Asynchronous C++ Client

Asynchronous C++ Client

The latest release of the Hazelcast C++ client API features so many changes and there may be only a few APIs we didn’t touch. We kept the familiar structures and names as they were before, but we made numerous changes to take advantage of C++11 capabilities.

Our new API fully supports asynchronous programming with use of `boost::future` and continuations.

Async Client Instantiation

With the new API, you can do other things while the client is starting and query the client initialization completion using the provided future. The `hazelcast_client` constructor is no longer available to library users but it is kept internal. Similar to the rest of the API, you get a `boost::future<hazelcast_client>` and you have the capability to wait for the client start or add some continuation logic to be executed when the client start is completed, etc. The new API is as follows:

auto hz_future = hazelcast::new_client();

//…. do some other work …

auto hz = hz_future.get();

And the version accepting the `client_config` parameter is:

auto hz_future = hazelcast::new_client(std::move(config));

//…. do some other work …

auto hz = hz_future.get();

As you may have already noticed, the `client_config` object is no longer copyable. The config is now move-only. The reason for this is that there are some configuration elements that are specifically set for that hazelcast instance, e,g, listeners, and it is not correct to copy them. This eliminates the difficult to solve unexpected surprises.

Async Hazelcast Structures and Optional Values

With 4.0 API, you always get a shared pointer of structures from the `hazelcast_client` api. For example:

boost::shared_future<std::shared_ptr<hazelcast::client::imap>> my_map_future = hz.get_map(“My Map”);

std::shared_ptr<hazelcast::client::imap> my_map = my_map_future.get();

We always return a future for all the API that requires at least one invocation to the server side and hence requires network communication. Even `get_map` API does remote server invocation to have the map resources created in the cluster appropriately. Hence, it returns a future.

For example, this is how we do get the value of an entry with a key of 5:

boost::future<boost::optional<int32_t>> value_future = my_map->get<int32_t, int32_t>(5);

boost::optional<int32_t> value = value_future.get();

As you already noticed, the values are now returned as `optional` values. If the result returns a no value (null value), then the optional will not have any value in the state, hence it will be a `boost::none` value. Optional is more explicit, communicates the absence of the entry for the key more clearly and it also has small value optimizations for small objects (e.g. primitives, etc.).

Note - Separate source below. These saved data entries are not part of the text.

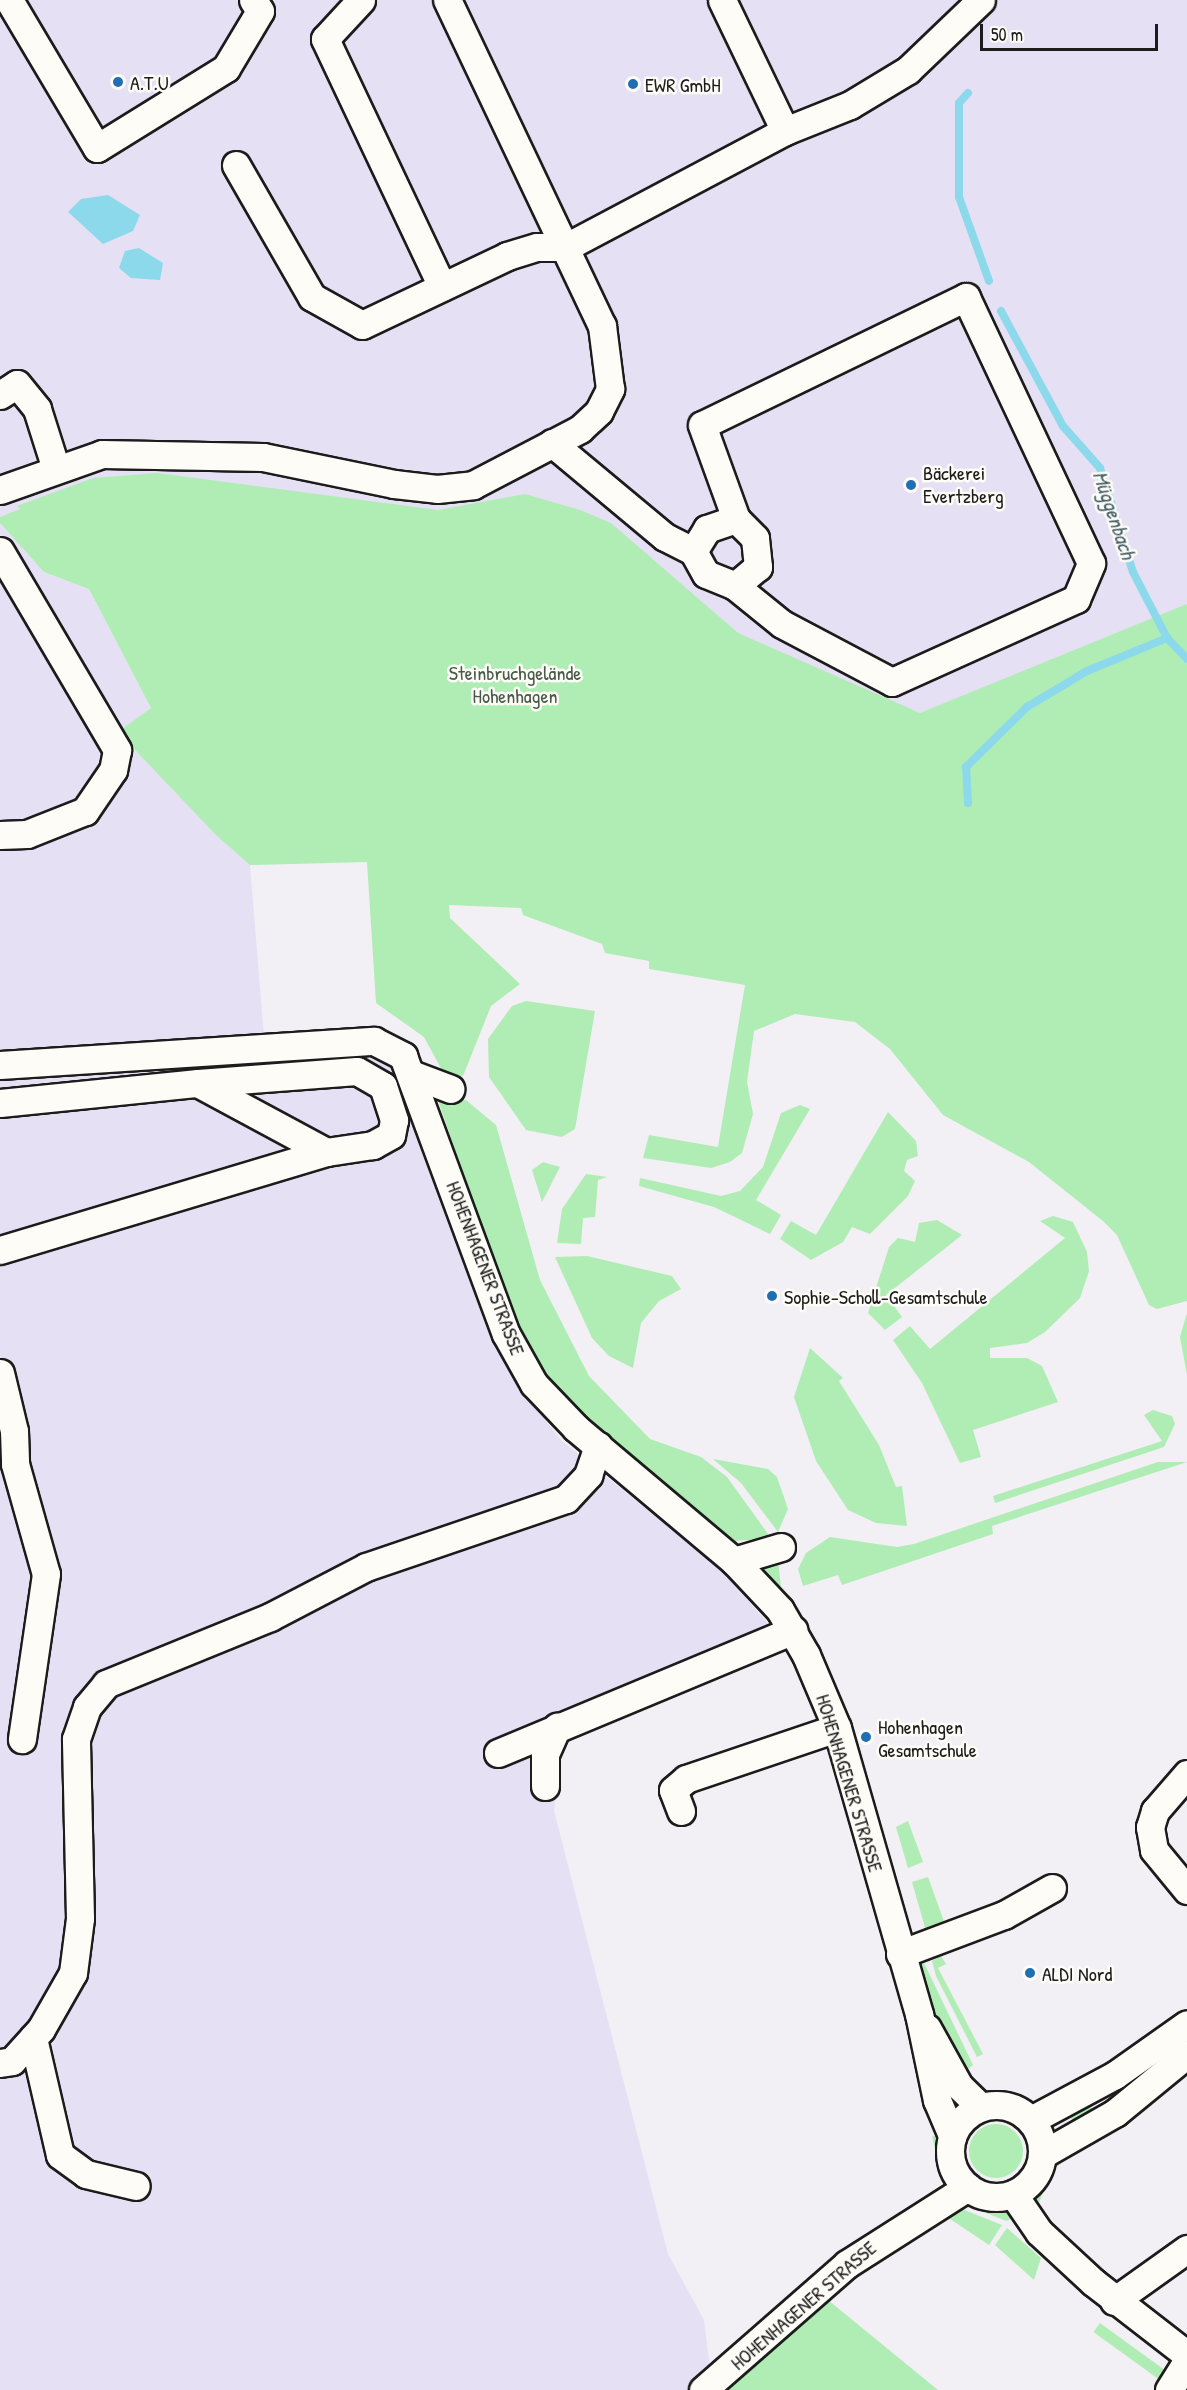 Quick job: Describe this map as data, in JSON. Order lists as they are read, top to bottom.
{
  "streets": {
    "street": ["HOHENHAGENER STRASSE"]
  },
  "water": ["Müggenbach"],
  "parks": ["Steinbruchgelände Hohenhagen"],
  "places": [
    "A.T.U",
    "EWR GmbH",
    "Bäckerei Evertzberg",
    "Sophie-Scholl-Gesamtschule",
    "Hohenhagen Gesamtschule",
    "ALDI Nord"
  ],
  "scale_bar": "50 m"
}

Boost Future Continuations

Boost provides a lot of different use cases with the futures. Some of the very interesting capabilities are future continuations, utilities to wait for one or all completions for multiple futures, etc.

Since you always get a boost::future when using the Hazelcast API, you can easily utilize these capabilities. For example, let’s assume that you want to do multiple puts into a map in addition to a get for a key and print the size of the final resulting map, and you can do this in async manner:

// Trigger put of multiple entries

std::vector<boost::future<boost::optional<int>>> all_jobs;

all_jobs.emplace_back(map->put(1, 5));

all_jobs.emplace_back(map->put(2, 10));

all_jobs.emplace_back(map->put(3, 15));

 

// Trigger retrieving value for key 8

all_jobs.emplace_back(map->get<int, int>(8));

 

auto final_future = boost::when_all(all_jobs.begin(), all_jobs.end()).then([=] (boost::future<boost::csbl::vector<boost::future<boost::optional<int>>>> f) {

f.get();

std::cout << “Size of the final map is ” << map->size().get() << std::endl;

});

// The execution did not block at all up to this point

//… do some other work …

// The result will be output to the screen at some point in async manner or on destruction of `final_future` object.

Lambda Friendly Listeners

One of the important features of C++11 is the ability to provide function objects for handlers. Hence, we redesigned our listener APIs to accept such lambda functions. For example, let’s see how an `imap` entry listener prints the added event when a new entry is added.

map->add_entry_listener(hazelcast::client::entry_listener().on_added([](hazelcast::client::entry_event &&event) {

     std::cout << “[added] ” << event << std::endl;

}), true).get();

We provided the `on_added` handler of the listener only, which means the other events (`on_removed`, `on_updated`, `on_evicted`, `on_expired`, `on_merged`, `on_map_evicted`, `on_map_cleared`) will not be handled at all.

The listeners are passed as rvalue, hence we move them into the internal list of listeners.

Conclusion

We hope that you find the new async API useful in your application development and opens new doors for infinite possibilities. Please share your thoughts and experiences.